Required action =
Return, from the lines below, each one that includes the word "display".

▽

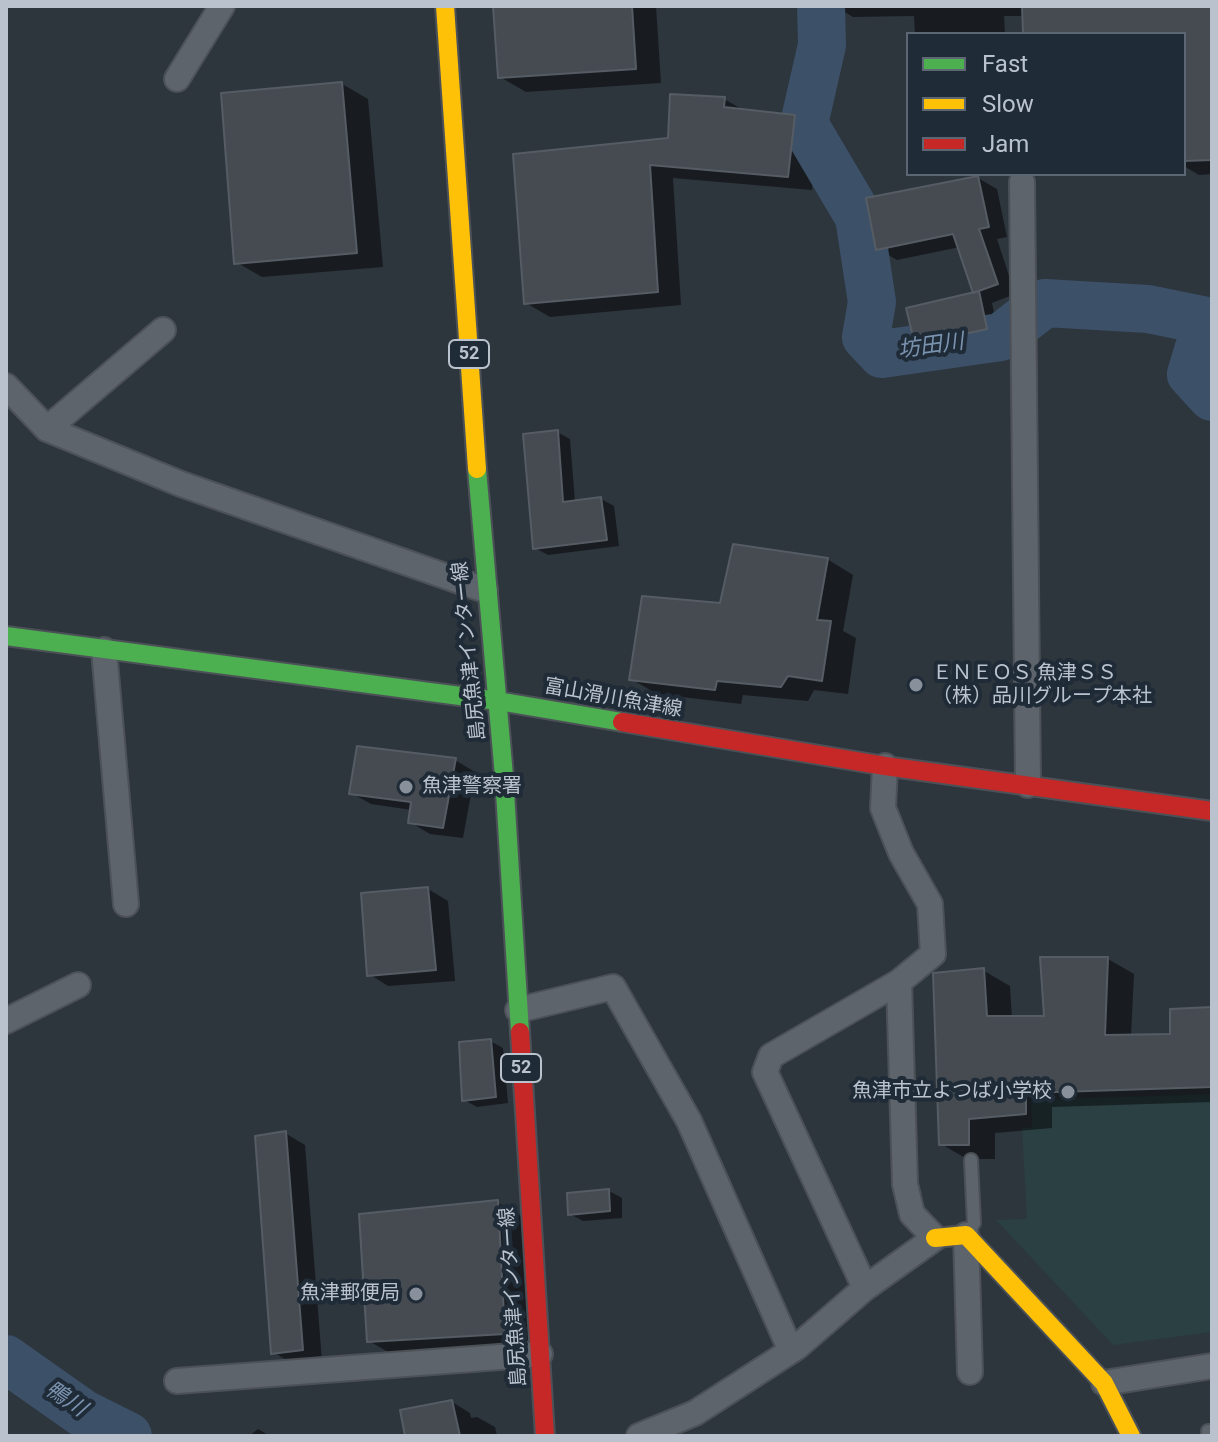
<!DOCTYPE html>
<html>
<head>
<meta charset="utf-8">
<style>
	body { margin:0 }
	#map { position:relative; width:1218px; height:1442px; overflow:hidden; background:#2d353d; font-family:Roboto,sans-serif }
	canvas { display:block }
	.frame { position:absolute; inset:0; border:8px solid #b9c2cd; pointer-events:none }
	.legend { position:absolute; left:906px; top:32px; width:280px; height:144px; box-sizing:border-box; background:#202b38; border:2px solid #5d6774; margin:0; padding:10px 14px; list-style:none; font-size:24px; color:#b9c2cd }
	.legend li { display:flex; align-items:center; gap:16px; height:40px }
	.legend b { width:40px; border:2px solid #5d6774 }
</style>
</head>
<body>
<div id="map">
<canvas width="1218" height="1442"></canvas>
<div class="frame"></div>
<ul class="legend">
<li><b style="height:10px;background:#4caf50"></b>Fast</li>
<li><b style="height:10px;background:#ffc107"></b>Slow</li>
<li><b style="height:10px;background:#c62828"></b>Jam</li>
</ul>
</div>
<script>
const c = document.querySelector('canvas').getContext('2d');
c.lineJoin = 'round';
function fillPath(path, color) {
  c.fillStyle = color;
  c.fill(path, 'evenodd');
}
function poly(rows) {
  const path = new Path2D();
  for (const r of rows) {
    path.moveTo(r[0], r[1]);
    for (let i = 2; i < r.length; i += 2) path.lineTo(r[i], r[i + 1]);
  }
  return path;
}
function strokePath(path, color, width, dash) {
  c.strokeStyle = color;
  c.lineWidth = width;
  c.lineCap = dash ? 'butt' : 'round';
  c.setLineDash(dash || []);
  c.stroke(path);
}
function write(font, color, halo, rows, align = 'center') {
  c.font = font + ' Roboto,"Noto Sans JP",sans-serif';
  c.lineWidth = 8;
  c.setLineDash([]);
  c.textBaseline = 'middle';
  c.strokeStyle = halo;
  c.fillStyle = color;
  for (const [text, x, y, turn = 0] of rows) {
    c.save();
    c.translate(x, y);
    c.rotate((+turn || 0) * Math.PI / 180);
    c.textAlign = isNaN(turn) ? turn : align;
    if (halo) c.strokeText(text, 0, 0);
    c.fillText(text, 0, 0);
    c.restore();
  }
}
fillPath(poly([
	[1212,1094,1212,1332,1113,1345,996,1220,1027,1219,1022,1128,1032,1127,1031,1100]
]), '#2a4043');
fillPath(poly([
	[495,6,656,6,661,83,526,92,500,77],
	[835,6,1212,6,1212,174,1199,175,1184,166,1184,34,1025,34,1025,16,1004,16,1005,34,915,34,914,16,853,17],
	[342,84,368,99,383,267,262,277,236,262],
	[724,99,747,112,794,117,819,131,812,190,673,178,681,305,550,317,526,303,670,140],
	[978,178,997,189,1007,237,997,239,1015,294,992,303,999,336,930,352,916,344,976,294,960,247,897,260,878,249],
	[557,432,570,439,575,502,601,499,614,506,619,546,548,555,535,548],
	[827,559,853,575,843,631,856,638,848,694,814,690,808,701,743,695,741,704,657,694,631,679,722,605],
	[455,760,475,772,463,838,430,834,410,822,412,810,371,804,351,793],
	[428,889,448,901,455,981,388,986,369,974],
	[1108,959,1134,974,1131,1036,1172,1036,1212,1009,1212,1102,1052,1107,1052,1128,995,1133,995,1159,967,1159,941,1144,984,971,1010,986,1012,1018,1046,1018],
	[490,1041,503,1048,508,1103,477,1107,464,1100],
	[285,1133,305,1145,322,1361,293,1364,273,1352],
	[609,1191,622,1198,622,1218,583,1221,570,1214],
	[497,1202,523,1217,530,1348,395,1356,369,1341],
	[452,1402,470,1413,471,1418,477,1417,495,1427,497,1436,407,1436],
	[258,1429,270,1436,249,1436]
]), '#0007');
strokePath(poly([
	[821,6,822,45,804,124,859,217,872,302,866,337,882,354,1001,337,1045,303,1148,309,1207,321,1191,374,1212,397],
	[6,1359,84,1414,128,1436]
]), '#3c5068', 48);
const building = poly([
	[493,6,632,6,636,69,498,78,493,6],
	[1022,6,1212,6,1212,160,1184,161,1184,34,1023,34,1022,6],
	[342,82,357,253,234,264,221,93,342,82],
	[670,94,725,97,724,107,795,115,788,177,650,165,658,292,524,304,513,154,668,138,670,94],
	[978,176,989,227,979,229,998,284,973,293,953,234,876,250,866,198,978,176],
	[979,291,987,329,915,345,906,308,979,291],
	[558,430,563,502,601,497,607,540,533,549,523,434,558,430],
	[733,544,828,558,817,620,831,621,822,681,788,676,781,687,717,681,715,690,629,680,642,596,720,603,733,544],
	[357,746,456,758,443,828,408,823,411,802,349,794,357,746],
	[428,887,436,970,367,976,361,893,428,887],
	[1040,957,1108,957,1105,1035,1170,1034,1170,1009,1212,1007,1212,1087,1026,1093,1026,1114,969,1119,969,1145,939,1145,933,973,984,968,987,1016,1044,1016,1040,957],
	[491,1039,496,1097,462,1101,459,1042,491,1039],
	[286,1131,303,1350,271,1354,255,1136,286,1131],
	[609,1189,610,1211,568,1215,567,1193,609,1189],
	[498,1200,505,1334,367,1342,359,1214,498,1200],
	[452,1400,460,1436,405,1436,400,1410,452,1400]
]);
fillPath(building, '#454b51');
strokePath(building, '#565c64', 2);
const lane = poly([
	[968,1233,974,1223,971,1160],
	[1208,1436,1208,1431,1212,1431]
]);
const street = poly([
	[177,79,222,6],
	[1022,182,1028,785],
	[6,386,47,429,181,484,485,590],
	[47,429,163,330],
	[104,650,126,904],
	[518,1010,613,987,689,1121,791,1351],
	[6,1021,78,985],
	[966,1235,970,1372],
	[865,1288,765,1072,771,1056,899,982,933,954,930,904,901,853,883,808,885,766],
	[177,1381,540,1354],
	[1104,1383,1212,1366],
	[639,1436,695,1413,797,1347,865,1288,935,1238,912,1214,905,1184,899,982]
]);
const fast = poly([
	[477,469,504,776,520,1032],
	[6,636,498,701,622,722]
]);
const slow = poly([
	[445,6,477,469],
	[935,1238,966,1235,1104,1383,1131,1436]
]);
const jam = poly([
	[622,722,885,766,1212,811],
	[520,1032,545,1436]
]);
strokePath(lane, '#4c5157', 16);
strokePath(street, '#4c5157', 28);
strokePath(fast, '#4c5157', 22);
strokePath(slow, '#4c5157', 22);
strokePath(jam, '#4c5157', 22);
strokePath(lane, '#5e646b', 12);
strokePath(street, '#5e646b', 24);
strokePath(fast, '#4caf50', 18);
strokePath(slow, '#ffc107', 18);
strokePath(jam, '#c62828', 18);
for (const [x, y, r, color] of [
	[916,685,8,"#88919b"],
	[406,787,8,"#88919b"],
	[1068,1092,8,"#88919b"],
	[416,1294,8,"#88919b"]
]) {
  const dot = new Path2D();
  dot.arc(x, y, r, 0, 2 * Math.PI);
  c.fillStyle = color;
  c.fill(dot);
  strokePath(dot, '#202b38', 3);
}
for (const [x, y, w] of [
	[469,354,40],
	[521,1068,40]
]) {
  const box = new Path2D();
  box.roundRect(x - w / 2, y - 14, w, 28, 6);
  c.fillStyle = '#202b38';
  c.fill(box);
  strokePath(box, '#b9c2cd', 2);
}
write('bold 18px', '#b9c2cd', null, [
	["52",469,354],
	["52",521,1068]
]);
write('20px', '#b9c2cd', '#202b38', [
	["島尻魚津インター線",470,651,-96],
	["富山滑川魚津線",613,699,10],
	["島尻魚津インター線",514,1297,-94]
]);
write('20px', '#b9c2cd', '#202b38', [
	["ＥＮＥＯＳ 魚津ＳＳ",932,674],
	["（株）品川グループ本社",932,697],
	["魚津警察署",422,787],
	["魚津市立よつば小学校",1052,1092,"right"],
	["魚津郵便局",400,1294,"right"]
], 'left');
write('italic 22px', '#7a93af', '#202b38', [
	["坊田川",931,347,-8],
	["鴨川",65,1400,34]
]);
</script>
</body>
</html>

△

Solution for this exercise =
	canvas { display:block }
	.legend li { display:flex; align-items:center; gap:16px; height:40px }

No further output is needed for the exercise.